** Supplied material follows **

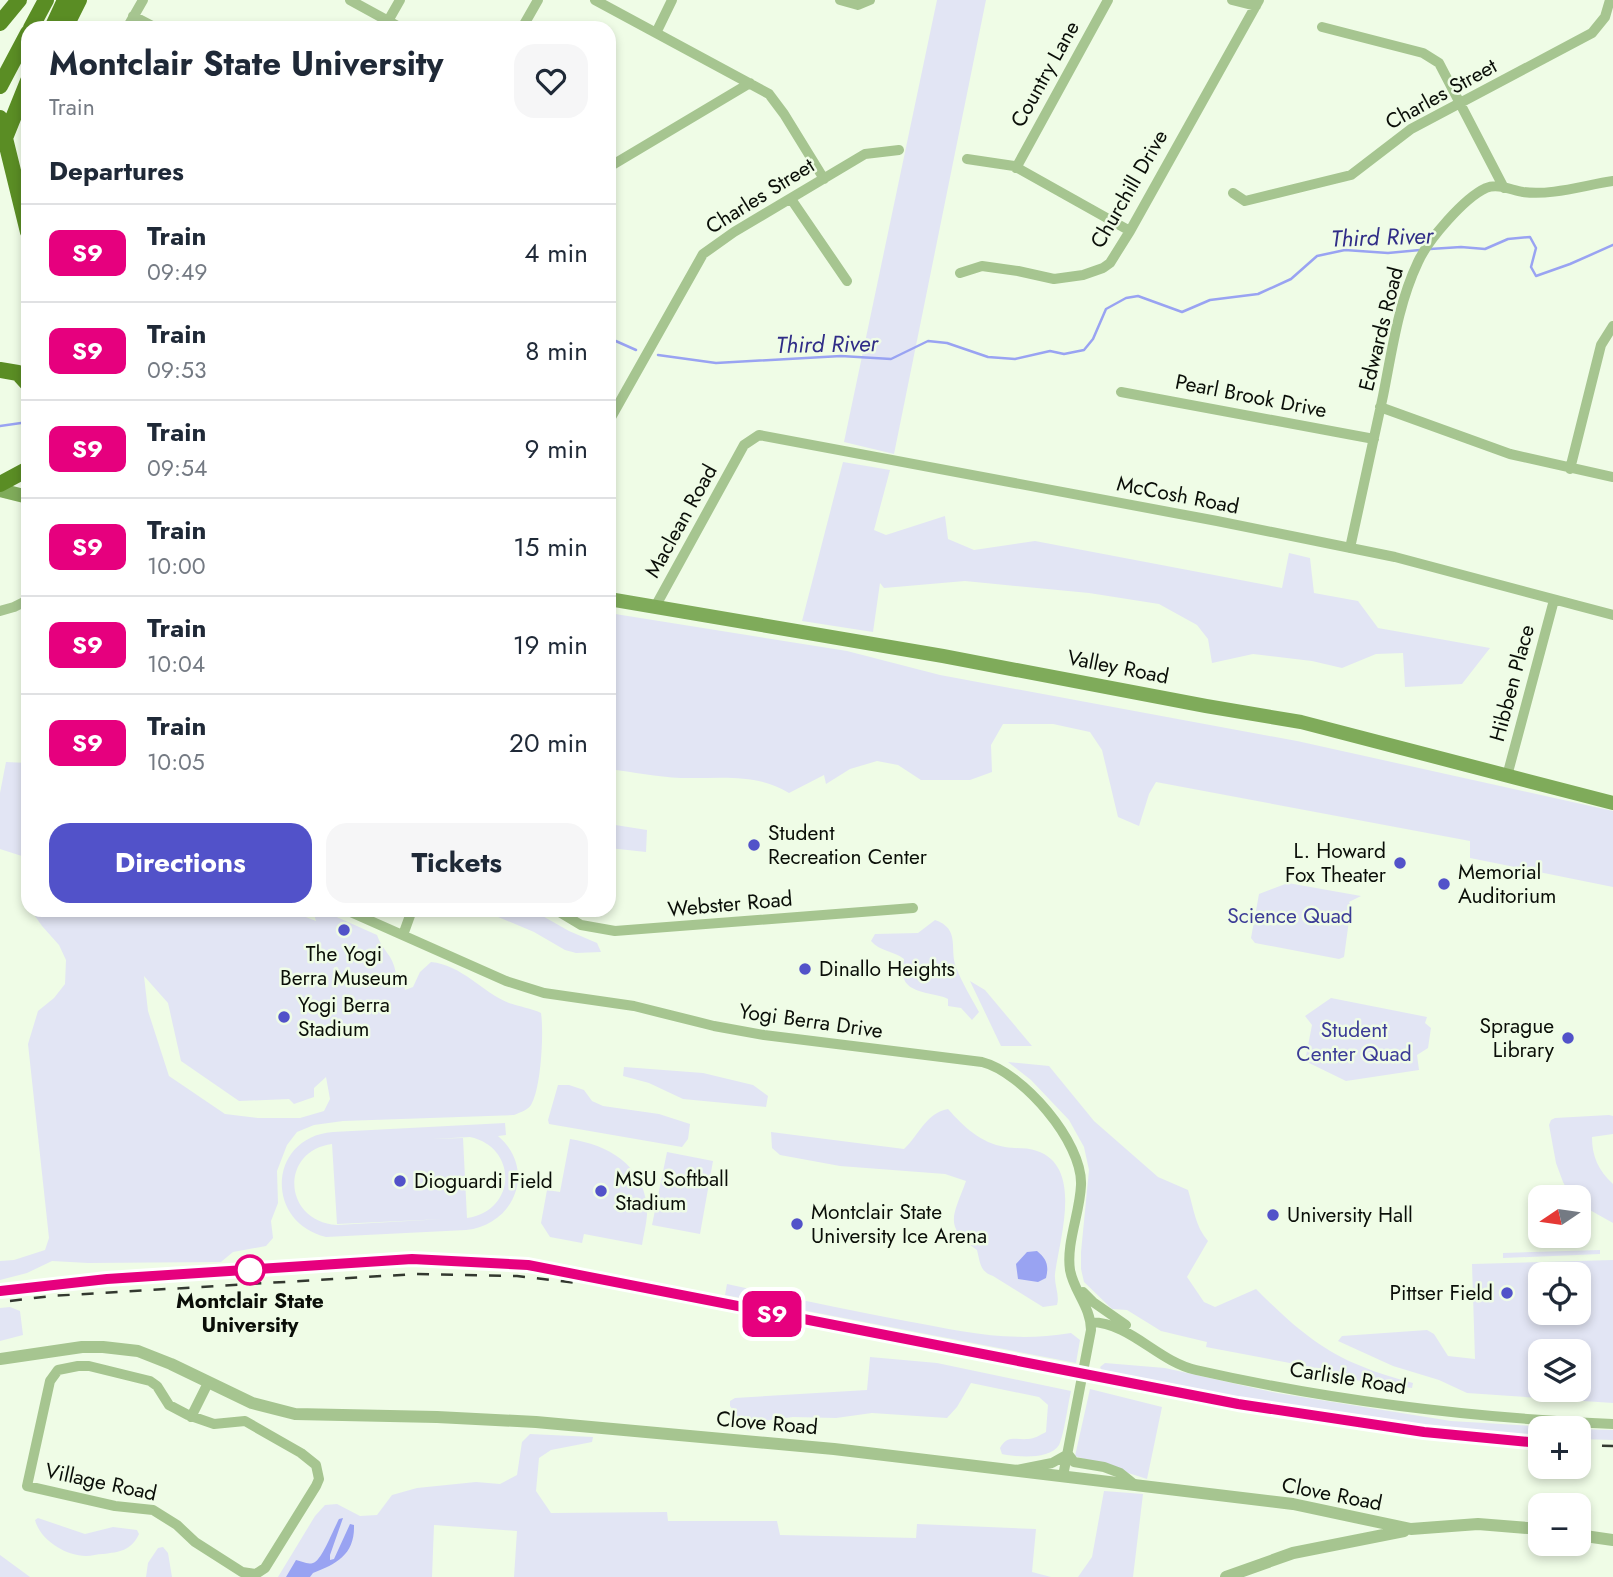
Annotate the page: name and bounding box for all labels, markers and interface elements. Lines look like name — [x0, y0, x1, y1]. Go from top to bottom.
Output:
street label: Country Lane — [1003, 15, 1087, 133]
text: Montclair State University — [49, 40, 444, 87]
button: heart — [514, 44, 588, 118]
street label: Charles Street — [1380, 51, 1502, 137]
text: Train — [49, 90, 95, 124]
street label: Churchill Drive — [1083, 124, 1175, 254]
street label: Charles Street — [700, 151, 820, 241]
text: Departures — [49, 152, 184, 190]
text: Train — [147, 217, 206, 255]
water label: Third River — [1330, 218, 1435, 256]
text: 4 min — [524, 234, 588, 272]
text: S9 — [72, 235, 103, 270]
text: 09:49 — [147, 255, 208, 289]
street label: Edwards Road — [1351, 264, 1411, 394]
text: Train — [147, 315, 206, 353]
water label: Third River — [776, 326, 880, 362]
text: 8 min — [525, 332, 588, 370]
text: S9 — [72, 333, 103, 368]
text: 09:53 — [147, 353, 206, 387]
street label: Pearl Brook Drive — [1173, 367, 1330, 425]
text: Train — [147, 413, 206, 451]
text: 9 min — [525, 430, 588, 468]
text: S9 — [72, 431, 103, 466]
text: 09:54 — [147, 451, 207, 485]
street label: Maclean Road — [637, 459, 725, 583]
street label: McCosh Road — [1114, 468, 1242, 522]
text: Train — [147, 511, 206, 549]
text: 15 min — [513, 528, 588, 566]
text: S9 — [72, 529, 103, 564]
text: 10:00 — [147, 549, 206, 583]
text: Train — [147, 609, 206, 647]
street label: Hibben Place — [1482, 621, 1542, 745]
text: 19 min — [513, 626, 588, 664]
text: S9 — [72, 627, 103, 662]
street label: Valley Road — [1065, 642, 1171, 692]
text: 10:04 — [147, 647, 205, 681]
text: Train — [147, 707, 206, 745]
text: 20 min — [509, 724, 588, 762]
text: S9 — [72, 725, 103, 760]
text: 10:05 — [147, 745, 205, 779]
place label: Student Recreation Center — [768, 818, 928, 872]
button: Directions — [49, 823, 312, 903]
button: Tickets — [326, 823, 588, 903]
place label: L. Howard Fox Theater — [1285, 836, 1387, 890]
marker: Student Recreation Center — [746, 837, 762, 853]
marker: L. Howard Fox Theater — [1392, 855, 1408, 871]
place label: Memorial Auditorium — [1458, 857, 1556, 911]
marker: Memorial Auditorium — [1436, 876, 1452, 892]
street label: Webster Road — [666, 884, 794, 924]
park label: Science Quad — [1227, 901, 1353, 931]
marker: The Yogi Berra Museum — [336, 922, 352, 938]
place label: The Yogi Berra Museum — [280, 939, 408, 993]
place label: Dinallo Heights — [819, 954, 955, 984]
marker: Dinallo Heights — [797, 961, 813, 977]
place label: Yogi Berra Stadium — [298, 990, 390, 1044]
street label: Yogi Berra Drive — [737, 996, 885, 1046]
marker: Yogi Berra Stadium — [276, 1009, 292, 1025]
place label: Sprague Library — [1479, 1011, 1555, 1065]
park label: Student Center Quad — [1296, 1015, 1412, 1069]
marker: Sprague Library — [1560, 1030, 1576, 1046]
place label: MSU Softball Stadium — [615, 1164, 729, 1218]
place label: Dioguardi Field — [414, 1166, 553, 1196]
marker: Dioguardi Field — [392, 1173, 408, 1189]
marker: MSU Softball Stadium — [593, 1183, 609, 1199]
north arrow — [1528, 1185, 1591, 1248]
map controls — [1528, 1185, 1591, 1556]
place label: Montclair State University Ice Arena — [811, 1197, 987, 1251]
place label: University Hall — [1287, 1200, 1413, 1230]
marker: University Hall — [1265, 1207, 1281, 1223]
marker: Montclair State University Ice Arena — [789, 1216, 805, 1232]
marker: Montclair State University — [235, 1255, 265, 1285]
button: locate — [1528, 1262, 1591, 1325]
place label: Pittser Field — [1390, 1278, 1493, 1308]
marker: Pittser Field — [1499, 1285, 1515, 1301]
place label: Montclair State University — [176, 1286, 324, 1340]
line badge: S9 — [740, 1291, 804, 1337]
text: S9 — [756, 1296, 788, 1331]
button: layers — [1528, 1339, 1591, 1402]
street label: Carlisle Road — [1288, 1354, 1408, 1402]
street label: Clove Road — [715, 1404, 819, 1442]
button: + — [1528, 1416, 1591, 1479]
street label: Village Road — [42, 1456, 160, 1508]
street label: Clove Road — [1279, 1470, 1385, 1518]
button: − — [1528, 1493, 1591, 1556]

** End of Supplied material **

**Description of the task**
Retype all of the listing above exactly, but keep its pictures out.

**Reply to the task**
Annotate the page: name and bounding box for all labels, markers and interface elements. Lines look like name — [x0, y0, x1, y1]. Go from top to bottom.
Output:
street label: Country Lane — [1003, 15, 1087, 133]
text: Montclair State University — [49, 40, 444, 87]
button: heart — [514, 44, 588, 118]
street label: Charles Street — [1380, 51, 1502, 137]
text: Train — [49, 90, 95, 124]
street label: Churchill Drive — [1083, 124, 1175, 254]
street label: Charles Street — [700, 151, 820, 241]
text: Departures — [49, 152, 184, 190]
text: Train — [147, 217, 206, 255]
water label: Third River — [1330, 218, 1435, 256]
text: 4 min — [524, 234, 588, 272]
text: S9 — [72, 235, 103, 270]
text: 09:49 — [147, 255, 208, 289]
street label: Edwards Road — [1351, 264, 1411, 394]
text: Train — [147, 315, 206, 353]
water label: Third River — [776, 326, 880, 362]
text: 8 min — [525, 332, 588, 370]
text: S9 — [72, 333, 103, 368]
text: 09:53 — [147, 353, 206, 387]
street label: Pearl Brook Drive — [1173, 367, 1330, 425]
text: Train — [147, 413, 206, 451]
text: 9 min — [525, 430, 588, 468]
text: S9 — [72, 431, 103, 466]
text: 09:54 — [147, 451, 207, 485]
street label: Maclean Road — [637, 459, 725, 583]
street label: McCosh Road — [1114, 468, 1242, 522]
text: Train — [147, 511, 206, 549]
text: 15 min — [513, 528, 588, 566]
text: S9 — [72, 529, 103, 564]
text: 10:00 — [147, 549, 206, 583]
text: Train — [147, 609, 206, 647]
street label: Hibben Place — [1482, 621, 1542, 745]
text: 19 min — [513, 626, 588, 664]
text: S9 — [72, 627, 103, 662]
street label: Valley Road — [1065, 642, 1171, 692]
text: 10:04 — [147, 647, 205, 681]
text: Train — [147, 707, 206, 745]
text: 20 min — [509, 724, 588, 762]
text: S9 — [72, 725, 103, 760]
text: 10:05 — [147, 745, 205, 779]
place label: Student Recreation Center — [768, 818, 928, 872]
button: Directions — [49, 823, 312, 903]
button: Tickets — [326, 823, 588, 903]
place label: L. Howard Fox Theater — [1285, 836, 1387, 890]
marker: Student Recreation Center — [746, 837, 762, 853]
marker: L. Howard Fox Theater — [1392, 855, 1408, 871]
place label: Memorial Auditorium — [1458, 857, 1556, 911]
marker: Memorial Auditorium — [1436, 876, 1452, 892]
street label: Webster Road — [666, 884, 794, 924]
park label: Science Quad — [1227, 901, 1353, 931]
marker: The Yogi Berra Museum — [336, 922, 352, 938]
place label: The Yogi Berra Museum — [280, 939, 408, 993]
place label: Dinallo Heights — [819, 954, 955, 984]
marker: Dinallo Heights — [797, 961, 813, 977]
place label: Yogi Berra Stadium — [298, 990, 390, 1044]
street label: Yogi Berra Drive — [737, 996, 885, 1046]
marker: Yogi Berra Stadium — [276, 1009, 292, 1025]
place label: Sprague Library — [1479, 1011, 1555, 1065]
park label: Student Center Quad — [1296, 1015, 1412, 1069]
marker: Sprague Library — [1560, 1030, 1576, 1046]
place label: MSU Softball Stadium — [615, 1164, 729, 1218]
place label: Dioguardi Field — [414, 1166, 553, 1196]
marker: Dioguardi Field — [392, 1173, 408, 1189]
marker: MSU Softball Stadium — [593, 1183, 609, 1199]
north arrow — [1528, 1185, 1591, 1248]
map controls — [1528, 1185, 1591, 1556]
place label: Montclair State University Ice Arena — [811, 1197, 987, 1251]
place label: University Hall — [1287, 1200, 1413, 1230]
marker: University Hall — [1265, 1207, 1281, 1223]
marker: Montclair State University Ice Arena — [789, 1216, 805, 1232]
marker: Montclair State University — [235, 1255, 265, 1285]
button: locate — [1528, 1262, 1591, 1325]
place label: Pittser Field — [1390, 1278, 1493, 1308]
marker: Pittser Field — [1499, 1285, 1515, 1301]
place label: Montclair State University — [176, 1286, 324, 1340]
line badge: S9 — [740, 1291, 804, 1337]
text: S9 — [756, 1296, 788, 1331]
button: layers — [1528, 1339, 1591, 1402]
street label: Carlisle Road — [1288, 1354, 1408, 1402]
street label: Clove Road — [715, 1404, 819, 1442]
button: + — [1528, 1416, 1591, 1479]
street label: Village Road — [42, 1456, 160, 1508]
street label: Clove Road — [1279, 1470, 1385, 1518]
button: − — [1528, 1493, 1591, 1556]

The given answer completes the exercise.